Several political parties, big and small, waged a movement for four years to stop organising the 7 January election but to no avail. Rather, thousands of leaders and activists of key opposition, BNP, either are in jail or have been on the run. It can be said that the governing party and its alliances organised the election without any big obstructions. Three big powerful countries acknowledged the government in 2014 and 2018 without any hesitation. They maintained their previous trend though the 12th parliamentary election was rife with various problems.

The 2014 election is called voterless since the candidates of 153 out of 300 constituencies won uncontested at that time. Though the local and foreign analysts termed the election as a failure, the government completed its tenure. The opposition could not succeed in preventing the election even after waging a violent movement. Again, there is not much debate on the unfair nature of the parliamentary election in 2018. The election was held in and outside of the scheduled time. From the top brass to grassroots leaders of the governing party say this every now and then these days. This time, a different strategy was applied as the de facto opposition and their like minded parties boycotted the election. The 12th parliamentary elections are nowhere near the two previous elections in terms of strategies.

Before this election, I asserted that the internationally accepted definition of inclusive elections extends beyond mere voter turnout. The debate around voter turnout, initiated by the election commission itself—whether it is 28 or 42 per cent—continues. However, both local and foreign media, along with eyewitnesses, have reported the lowest-ever voter turnout in this election.

This time 26 registered and almost equal number of non-registered new but known parties united on demand of an election-time government. But this could not create a 2014-like situation, rather the election was held almost without any hindrances. Even a minimum level of leniency was not shown to the opposition parties.

But the model of the 12th general election and the post-poll environment demand some discussions, especially owing to its far-reaching consequences.

Firstly, this was effectively a one-party election though 26 political parties took part in the voting on paper. Outside of the governing Awami League, only Jatiya Party was a notable political party that contested the election. However, the Jatiya Party is on the verge of destruction now. Among the three small parties, Samyabadi Dal is not in the field for a long while the position of Bangladesh Workers’ Party has been gradually diminishing even after remaining under the influence of Awami League. JASAD is now facing extinction following the electoral loss of the party chief Hasanul Huq Inu, former information minister, even after contesting the election with “boat”, the electoral symbol of the ruling party. The presence of the Kalyan Party chief, who believed in the politics of the opposition camp for 15 years, among the winners is the only exception.

We are saying this election as a one-party election because there is a doubt whether the other political parties that took part in the polls only to validate it got even 1 per cent of the total votes cast. This was also seen in the 2018 election though that was inclusive.

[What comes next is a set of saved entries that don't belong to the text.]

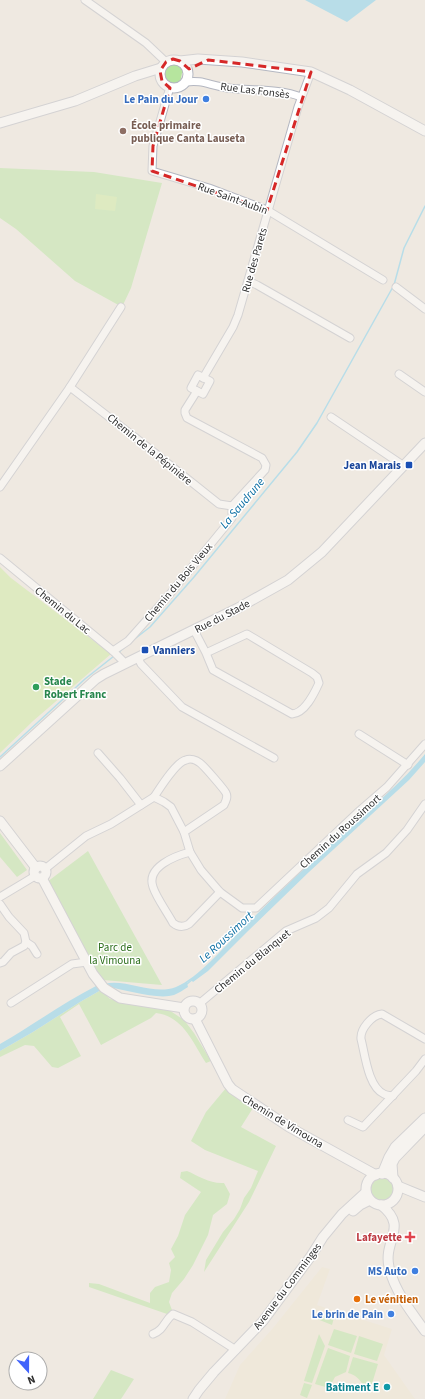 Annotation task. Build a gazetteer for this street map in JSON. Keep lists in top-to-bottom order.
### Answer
{
  "streets": {
    "street": [
      "Rue Las Fonsès",
      "Rue Saint-Aubin",
      "Rue des Parets",
      "Chemin de la Pépinière",
      "Chemin du Bois Vieux",
      "Chemin du Lac",
      "Rue du Stade",
      "Chemin du Roussimort",
      "Chemin du Blanquet",
      "Chemin de Vimouna",
      "Avenue du Comminges"
    ]
  },
  "crossings": [
    ["Rue Las Fonsès", "Rue Saint-Aubin"],
    ["Rue Las Fonsès", "Rue des Parets"],
    ["Rue Saint-Aubin", "Rue des Parets"],
    ["Rue des Parets", "Chemin de la Pépinière"],
    ["Rue des Parets", "Chemin du Bois Vieux"],
    ["Chemin de la Pépinière", "Chemin du Bois Vieux"],
    ["Chemin du Bois Vieux", "Chemin du Lac"],
    ["Chemin du Lac", "Rue du Stade"],
    ["Chemin du Blanquet", "Chemin de Vimouna"],
    ["Chemin de Vimouna", "Avenue du Comminges"]
  ],
  "water": ["La Saudrune", "Le Roussimort"],
  "parks": ["Parc de la Vimouna"],
  "places": {
    "other": [
      "Le Pain du Jour",
      "École primaire publique Canta Lauseta",
      "Stade Robert Franc",
      "MS Auto",
      "Le vénitien",
      "Le brin de Pain",
      "Batiment E"
    ],
    "transit": ["Jean Marais", "Vanniers"],
    "health": ["Lafayette"]
  },
  "north": "bottom"
}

Though 39 parties contested the 11th parliamentary election, three of them got more than 5 per cent of the votes, two got less than 2 per cent votes while the remaining parties managed to get less than 1 per cent of the votes cast. There is doubt whether people could recall the names of the parties.

While the 2024 election process has introduced some differences, the internal dynamics within the party remain largely unchanged. Shifting from previous practices, the government party aimed to enhance the participatory and competitive nature of the election by relaxing party restrictions. This included opening up participation beyond the designated party candidates, allowing independent and so-called 'dummy' candidates to enter the fray.

Notably, 26 relatively unknown parties (apart from Awami League and Jatiya Party) participated, contributing to a total of 1,969 candidates. However, a significant record was set as 73 per cent of these candidates had their security money forfeited, totalling 1,441 candidates. Data reveals that candidates from 21 out of the 28 parties lost their security deposits, marking a noteworthy record in the election history of Bangladesh.

According to the results, out of the 300 seats, Awami League party candidates secured victory in 223 seats. In the 14-party coalition, the Workers Party and Jasod each obtained one seat. Reported independent and dummy candidates associated with the Awami League clinched 62 seats. The ruling party also conceded 26 seats to the Jatiya Party, which secured victory in 11 of them. Additionally, the Kalyan Party won one seat, and the election for the remaining postponed seat will be held later.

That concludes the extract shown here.